## Work to be completed:
Copy the listing out exactly as shown.

## Dataset entries:
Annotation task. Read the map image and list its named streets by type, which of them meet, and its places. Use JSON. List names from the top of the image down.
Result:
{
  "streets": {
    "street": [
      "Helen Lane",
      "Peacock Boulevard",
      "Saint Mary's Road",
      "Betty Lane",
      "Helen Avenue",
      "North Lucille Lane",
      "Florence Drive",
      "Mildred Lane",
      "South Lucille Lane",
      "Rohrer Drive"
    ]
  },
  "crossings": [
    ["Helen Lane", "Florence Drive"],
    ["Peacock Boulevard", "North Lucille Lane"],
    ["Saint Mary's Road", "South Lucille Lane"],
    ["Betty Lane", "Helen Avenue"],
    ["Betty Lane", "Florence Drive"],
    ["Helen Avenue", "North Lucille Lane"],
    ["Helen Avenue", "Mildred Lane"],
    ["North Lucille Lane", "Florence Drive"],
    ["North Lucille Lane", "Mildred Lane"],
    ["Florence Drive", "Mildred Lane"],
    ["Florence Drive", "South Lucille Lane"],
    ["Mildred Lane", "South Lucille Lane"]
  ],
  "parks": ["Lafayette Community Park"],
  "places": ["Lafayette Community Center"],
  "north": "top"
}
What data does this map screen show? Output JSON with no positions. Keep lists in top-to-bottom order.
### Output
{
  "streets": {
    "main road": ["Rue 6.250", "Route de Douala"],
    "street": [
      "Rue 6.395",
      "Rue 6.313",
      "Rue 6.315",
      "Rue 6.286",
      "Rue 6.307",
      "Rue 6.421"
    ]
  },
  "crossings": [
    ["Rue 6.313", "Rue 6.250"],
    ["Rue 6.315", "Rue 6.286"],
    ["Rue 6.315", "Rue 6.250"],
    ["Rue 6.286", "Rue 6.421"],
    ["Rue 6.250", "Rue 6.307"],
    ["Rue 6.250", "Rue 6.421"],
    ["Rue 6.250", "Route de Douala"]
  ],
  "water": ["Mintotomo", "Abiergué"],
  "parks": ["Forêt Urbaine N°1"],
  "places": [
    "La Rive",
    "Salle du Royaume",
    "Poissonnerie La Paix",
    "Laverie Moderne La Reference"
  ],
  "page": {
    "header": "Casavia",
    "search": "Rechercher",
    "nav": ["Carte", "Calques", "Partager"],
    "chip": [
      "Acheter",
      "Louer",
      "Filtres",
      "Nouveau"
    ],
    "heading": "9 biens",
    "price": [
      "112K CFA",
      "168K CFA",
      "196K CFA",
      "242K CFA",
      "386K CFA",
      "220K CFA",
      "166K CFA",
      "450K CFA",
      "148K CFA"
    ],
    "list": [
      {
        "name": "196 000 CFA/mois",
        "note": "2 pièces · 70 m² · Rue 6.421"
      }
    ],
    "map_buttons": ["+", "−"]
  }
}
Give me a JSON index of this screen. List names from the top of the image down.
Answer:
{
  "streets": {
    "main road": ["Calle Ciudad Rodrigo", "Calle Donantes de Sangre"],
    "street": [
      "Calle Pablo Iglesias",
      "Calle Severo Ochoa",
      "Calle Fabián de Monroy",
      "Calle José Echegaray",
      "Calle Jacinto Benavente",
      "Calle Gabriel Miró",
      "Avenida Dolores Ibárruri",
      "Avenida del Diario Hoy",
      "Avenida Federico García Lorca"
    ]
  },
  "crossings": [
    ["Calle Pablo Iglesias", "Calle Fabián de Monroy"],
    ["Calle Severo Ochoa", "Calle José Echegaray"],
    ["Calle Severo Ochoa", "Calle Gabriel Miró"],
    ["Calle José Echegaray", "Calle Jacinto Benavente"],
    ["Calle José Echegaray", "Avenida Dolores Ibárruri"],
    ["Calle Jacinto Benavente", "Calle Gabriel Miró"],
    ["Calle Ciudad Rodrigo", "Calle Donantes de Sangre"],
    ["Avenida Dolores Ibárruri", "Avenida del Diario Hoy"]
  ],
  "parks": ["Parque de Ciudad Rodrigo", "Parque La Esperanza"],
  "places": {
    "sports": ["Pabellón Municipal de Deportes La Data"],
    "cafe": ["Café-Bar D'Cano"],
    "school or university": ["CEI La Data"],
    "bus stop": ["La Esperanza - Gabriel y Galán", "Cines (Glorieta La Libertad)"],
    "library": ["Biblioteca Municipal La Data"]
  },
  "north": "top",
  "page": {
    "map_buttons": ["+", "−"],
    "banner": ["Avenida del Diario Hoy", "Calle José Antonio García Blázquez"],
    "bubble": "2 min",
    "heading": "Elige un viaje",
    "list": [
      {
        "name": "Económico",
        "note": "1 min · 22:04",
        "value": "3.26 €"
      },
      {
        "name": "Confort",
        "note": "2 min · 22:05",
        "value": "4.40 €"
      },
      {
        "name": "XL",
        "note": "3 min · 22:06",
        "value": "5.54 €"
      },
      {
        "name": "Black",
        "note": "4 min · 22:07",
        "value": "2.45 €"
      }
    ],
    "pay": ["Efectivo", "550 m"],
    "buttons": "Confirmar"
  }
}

## Task output:
Annotation task. Read the map image and list its named streets by type, which of them meet, and its places. Use JSON. List names from the top of the image down.
Result:
{
  "streets": {
    "street": [
      "Helen Lane",
      "Peacock Boulevard",
      "Saint Mary's Road",
      "Betty Lane",
      "Helen Avenue",
      "North Lucille Lane",
      "Florence Drive",
      "Mildred Lane",
      "South Lucille Lane",
      "Rohrer Drive"
    ]
  },
  "crossings": [
    ["Helen Lane", "Florence Drive"],
    ["Peacock Boulevard", "North Lucille Lane"],
    ["Saint Mary's Road", "South Lucille Lane"],
    ["Betty Lane", "Helen Avenue"],
    ["Betty Lane", "Florence Drive"],
    ["Helen Avenue", "North Lucille Lane"],
    ["Helen Avenue", "Mildred Lane"],
    ["North Lucille Lane", "Florence Drive"],
    ["North Lucille Lane", "Mildred Lane"],
    ["Florence Drive", "Mildred Lane"],
    ["Florence Drive", "South Lucille Lane"],
    ["Mildred Lane", "South Lucille Lane"]
  ],
  "parks": ["Lafayette Community Park"],
  "places": ["Lafayette Community Center"],
  "north": "top"
}
What data does this map screen show? Output JSON with no positions. Keep lists in top-to-bottom order.
### Output
{
  "streets": {
    "main road": ["Rue 6.250", "Route de Douala"],
    "street": [
      "Rue 6.395",
      "Rue 6.313",
      "Rue 6.315",
      "Rue 6.286",
      "Rue 6.307",
      "Rue 6.421"
    ]
  },
  "crossings": [
    ["Rue 6.313", "Rue 6.250"],
    ["Rue 6.315", "Rue 6.286"],
    ["Rue 6.315", "Rue 6.250"],
    ["Rue 6.286", "Rue 6.421"],
    ["Rue 6.250", "Rue 6.307"],
    ["Rue 6.250", "Rue 6.421"],
    ["Rue 6.250", "Route de Douala"]
  ],
  "water": ["Mintotomo", "Abiergué"],
  "parks": ["Forêt Urbaine N°1"],
  "places": [
    "La Rive",
    "Salle du Royaume",
    "Poissonnerie La Paix",
    "Laverie Moderne La Reference"
  ],
  "page": {
    "header": "Casavia",
    "search": "Rechercher",
    "nav": ["Carte", "Calques", "Partager"],
    "chip": [
      "Acheter",
      "Louer",
      "Filtres",
      "Nouveau"
    ],
    "heading": "9 biens",
    "price": [
      "112K CFA",
      "168K CFA",
      "196K CFA",
      "242K CFA",
      "386K CFA",
      "220K CFA",
      "166K CFA",
      "450K CFA",
      "148K CFA"
    ],
    "list": [
      {
        "name": "196 000 CFA/mois",
        "note": "2 pièces · 70 m² · Rue 6.421"
      }
    ],
    "map_buttons": ["+", "−"]
  }
}
Give me a JSON index of this screen. List names from the top of the image down.
Answer:
{
  "streets": {
    "main road": ["Calle Ciudad Rodrigo", "Calle Donantes de Sangre"],
    "street": [
      "Calle Pablo Iglesias",
      "Calle Severo Ochoa",
      "Calle Fabián de Monroy",
      "Calle José Echegaray",
      "Calle Jacinto Benavente",
      "Calle Gabriel Miró",
      "Avenida Dolores Ibárruri",
      "Avenida del Diario Hoy",
      "Avenida Federico García Lorca"
    ]
  },
  "crossings": [
    ["Calle Pablo Iglesias", "Calle Fabián de Monroy"],
    ["Calle Severo Ochoa", "Calle José Echegaray"],
    ["Calle Severo Ochoa", "Calle Gabriel Miró"],
    ["Calle José Echegaray", "Calle Jacinto Benavente"],
    ["Calle José Echegaray", "Avenida Dolores Ibárruri"],
    ["Calle Jacinto Benavente", "Calle Gabriel Miró"],
    ["Calle Ciudad Rodrigo", "Calle Donantes de Sangre"],
    ["Avenida Dolores Ibárruri", "Avenida del Diario Hoy"]
  ],
  "parks": ["Parque de Ciudad Rodrigo", "Parque La Esperanza"],
  "places": {
    "sports": ["Pabellón Municipal de Deportes La Data"],
    "cafe": ["Café-Bar D'Cano"],
    "school or university": ["CEI La Data"],
    "bus stop": ["La Esperanza - Gabriel y Galán", "Cines (Glorieta La Libertad)"],
    "library": ["Biblioteca Municipal La Data"]
  },
  "north": "top",
  "page": {
    "map_buttons": ["+", "−"],
    "banner": ["Avenida del Diario Hoy", "Calle José Antonio García Blázquez"],
    "bubble": "2 min",
    "heading": "Elige un viaje",
    "list": [
      {
        "name": "Económico",
        "note": "1 min · 22:04",
        "value": "3.26 €"
      },
      {
        "name": "Confort",
        "note": "2 min · 22:05",
        "value": "4.40 €"
      },
      {
        "name": "XL",
        "note": "3 min · 22:06",
        "value": "5.54 €"
      },
      {
        "name": "Black",
        "note": "4 min · 22:07",
        "value": "2.45 €"
      }
    ],
    "pay": ["Efectivo", "550 m"],
    "buttons": "Confirmar"
  }
}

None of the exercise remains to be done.